Monday 28 February 2011

DOODLE 4 GOOGLE - USA - kid's art comp......

Google Doodle Conspiracy?: Search Giant Accused of Using Art Contest to Amass Data on America's Children


Courtesy Google
The Google-4-Doodle application's asks for children's social security information, and has thus been raising eyebrows about the company's privacy policy.

ARTICLE BY ARTINFO - 28 Feb

Have you heard that New York's Whitney Museum has partnered with Google Inc. to sponsor a massive, nationwide art contest for children? The "Doodle-4-Google" contest is currently taking entrants, with a winner set to be announced on May 19, and an exhibition of the top 40 finalists to open at the Whitney shortly thereafter. The contest invites K-12 students to "redesign Google’s homepage logo," with entries to be judged by actress Whoopie Goldberg, "Garfield" creator Jim Davis, and artist and illustrator Maira Kalman, among others. It all seems to be in the spirit of corporate community outreach, with the top student-drawn artwork getting not just a $15,000 college scholarship but also scoring a $25,000 technology grant for his or her school. However, the kiddie art contest seems to have been dragged into a controversy stirred by concerns about Google's effect on internet privacy.

The furor was touched off by an article on the Huffington Post by Bob Bowdon, a documentarian whose film "The Cartel" railed against public school teachers (It was funded by the Moving Picture Institute, an outfit dedicated to spreading libertarian ideology through film). In what seems to have been an overblown attempt to prevent duplicate entries, the Doodle-4-Google contest had asked parents to include the last four digits of their child's social security number when entering. Based on this, Bowdon accused Google of attempting to use the art contest as a Trojan horse to build a "national, commercial database of names and addresses of American children" which "would be worth many millions to marketing firms and retailers." He implied that the search giant might have a secret algorithm that could use the data provided to guess the entirety of a child's social security number.

As Bowdon himself admitted, there was no evidence that Google was actually doing such a thing, and the company changed the procedure after complaints from parents. However, given increasing uneasiness about privacy on the Web, the story took off.

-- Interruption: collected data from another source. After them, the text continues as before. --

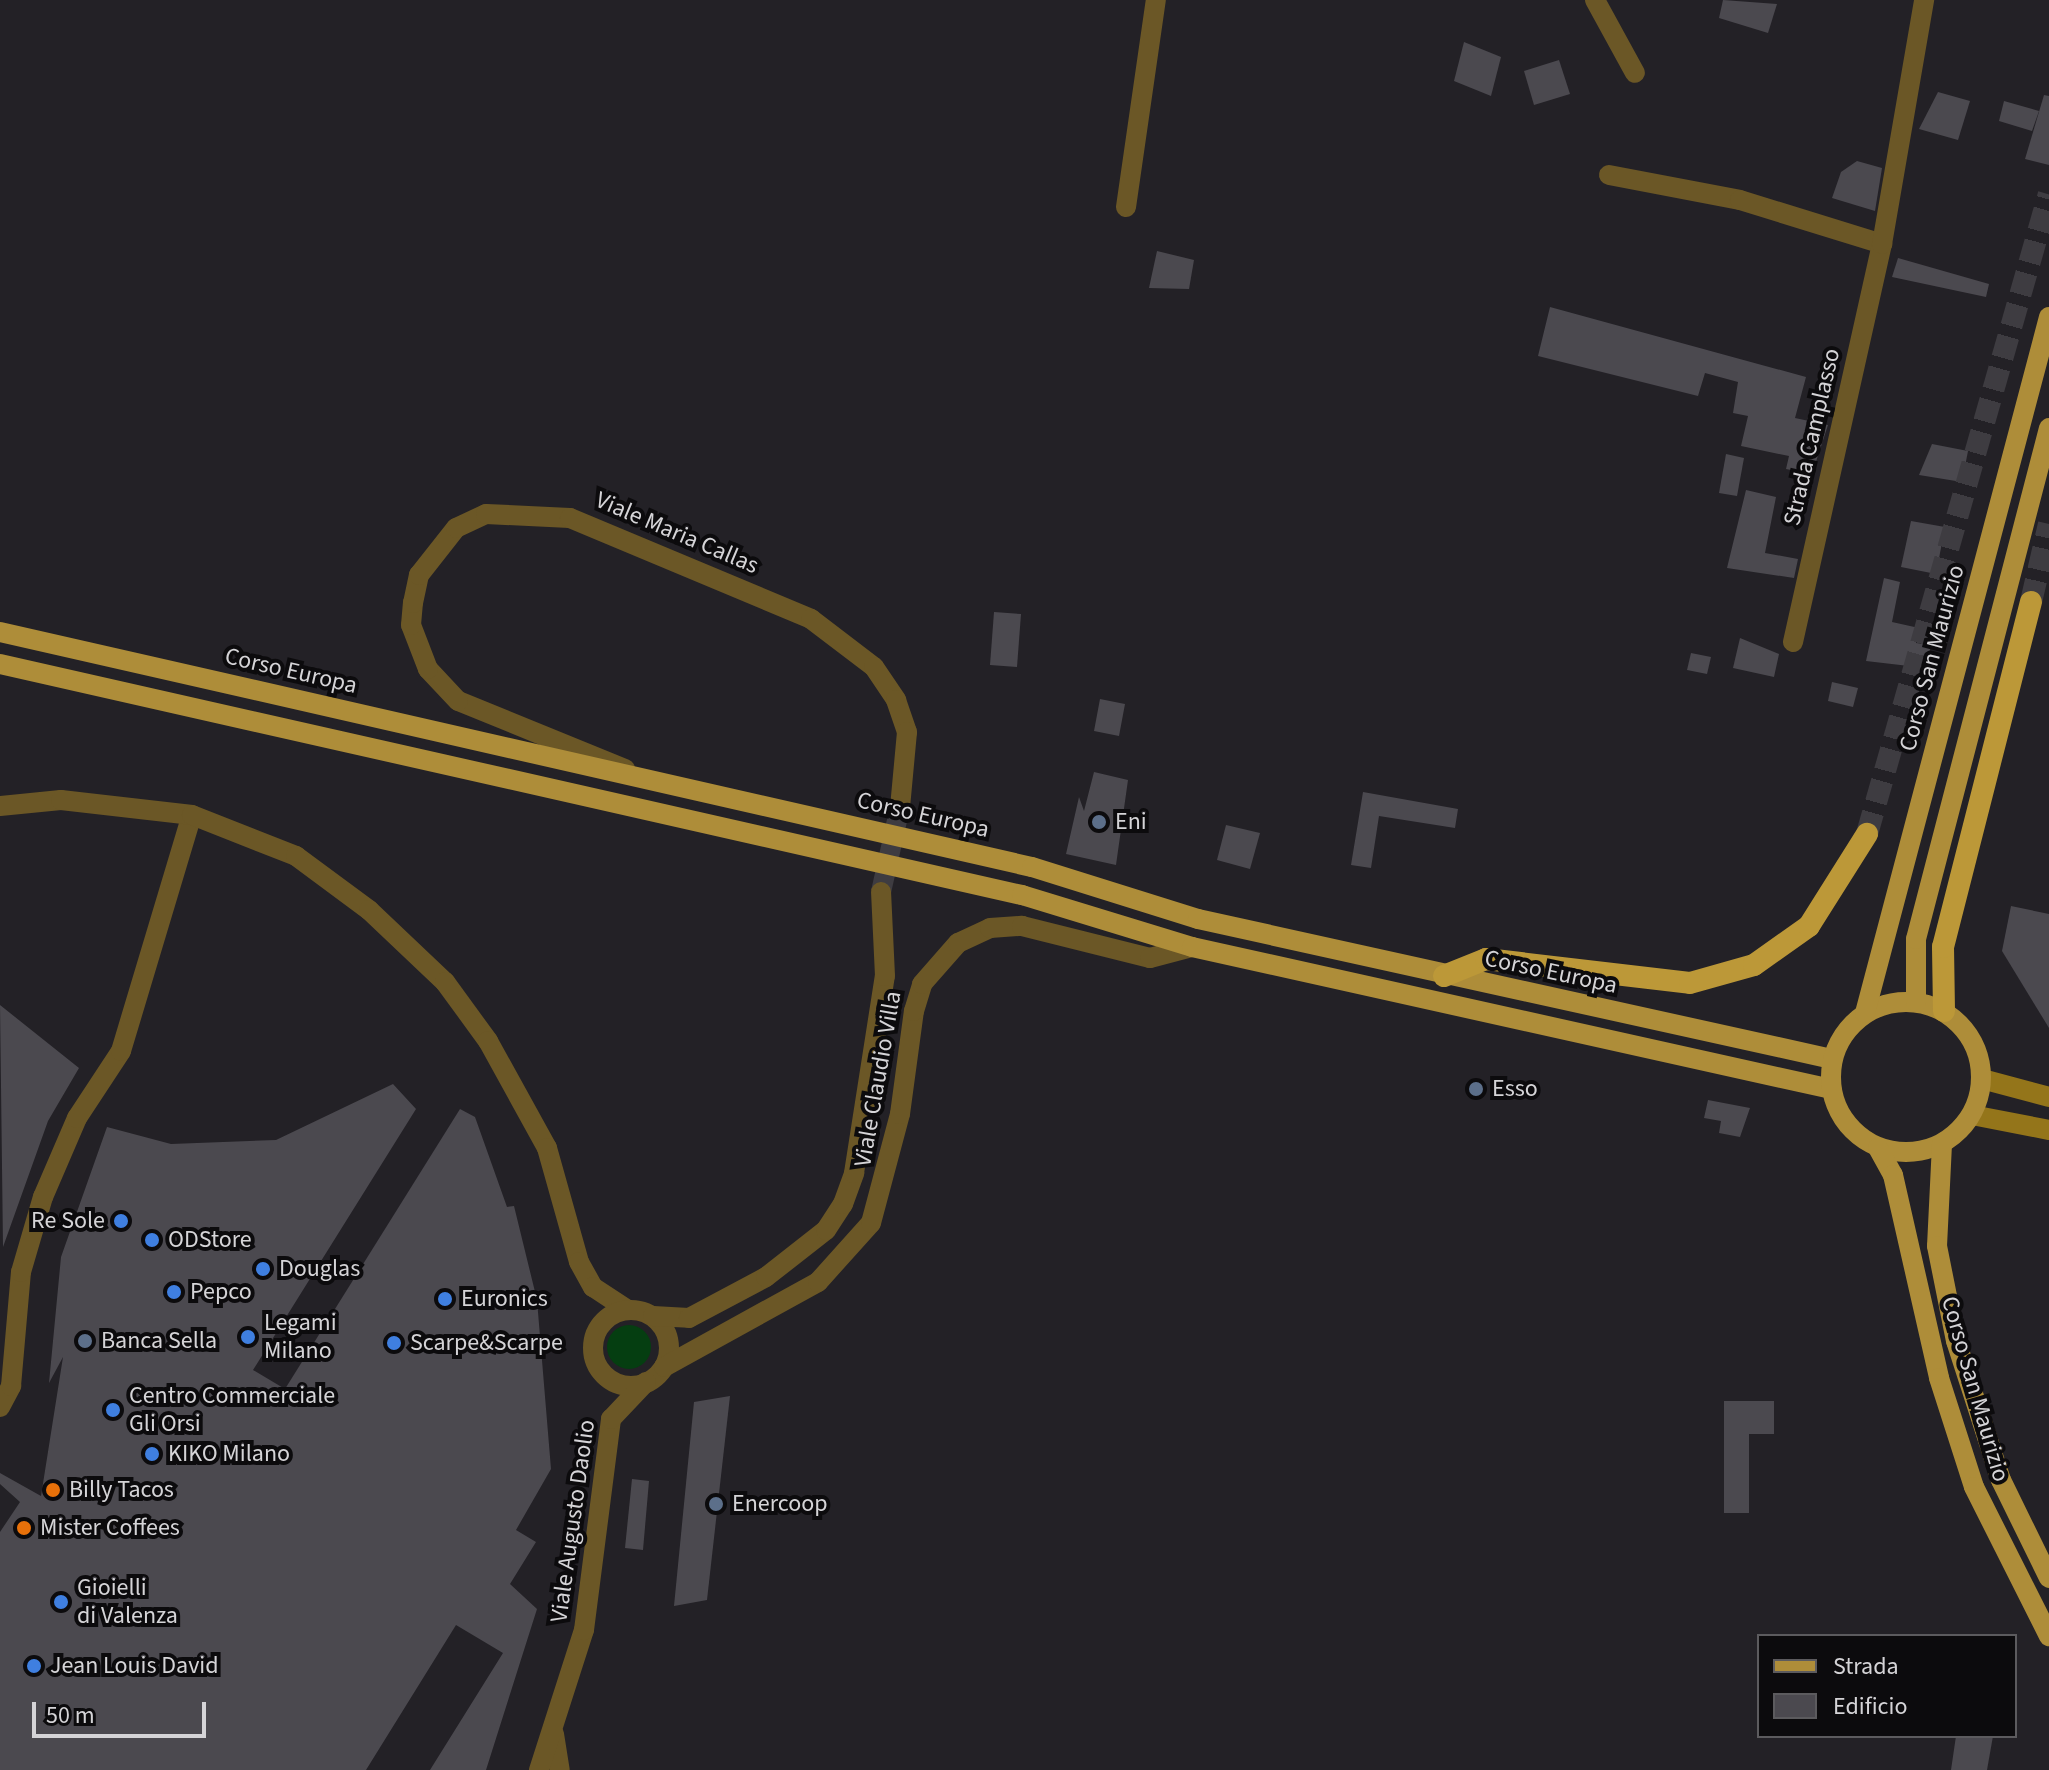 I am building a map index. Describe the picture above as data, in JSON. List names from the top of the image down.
{
  "streets": {
    "main road": ["Corso San Maurizio", "Corso Europa"],
    "street": [
      "Strada Camplasso",
      "Viale Maria Callas",
      "Viale Claudio Villa",
      "Viale Augusto Daolio"
    ]
  },
  "crossings": [
    ["Viale Maria Callas", "Corso Europa"],
    ["Corso San Maurizio", "Corso Europa"],
    ["Corso Europa", "Viale Claudio Villa"],
    ["Viale Claudio Villa", "Viale Augusto Daolio"]
  ],
  "places": [
    "Eni",
    "Esso",
    "Re Sole",
    "ODStore",
    "Douglas",
    "Pepco",
    "Euronics",
    "Legami Milano",
    "Banca Sella",
    "Scarpe&Scarpe",
    "Centro Commerciale Gli Orsi",
    "KIKO Milano",
    "Billy Tacos",
    "Enercoop",
    "Mister Coffees",
    "Gioielli di Valenza",
    "Jean Louis David"
  ],
  "legend": ["Strada", "Edificio"],
  "scale_bar": "50 m"
}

Now, even congress is involved in Google's art furor, with representatives Edward Markey (D-Mass) and Joe Barton (R-Texas) of the House Bi-Partisan Privacy Caucus issuing a statement declaring themselves to be "deeply concerned" about reports of Google's "sketchy practices" in Doodle-4-Google. They plan hearings about the collection of children's data online.All the fuss, however, might serve to spotlight a far stranger aspect of this affair. To wit, why is the Whitney hosting a corporate art contest with Google? However altruistic-sounding the contest is, it will ultimately be a showcase for different rendering of a corporate logo. It's hard to believe that the Whitney would consider hosting a show of kids drawings of the Coca-Cola or McDonalds logo. Of course, all of that Google money has led museums to make some half-baked programming choices in the past.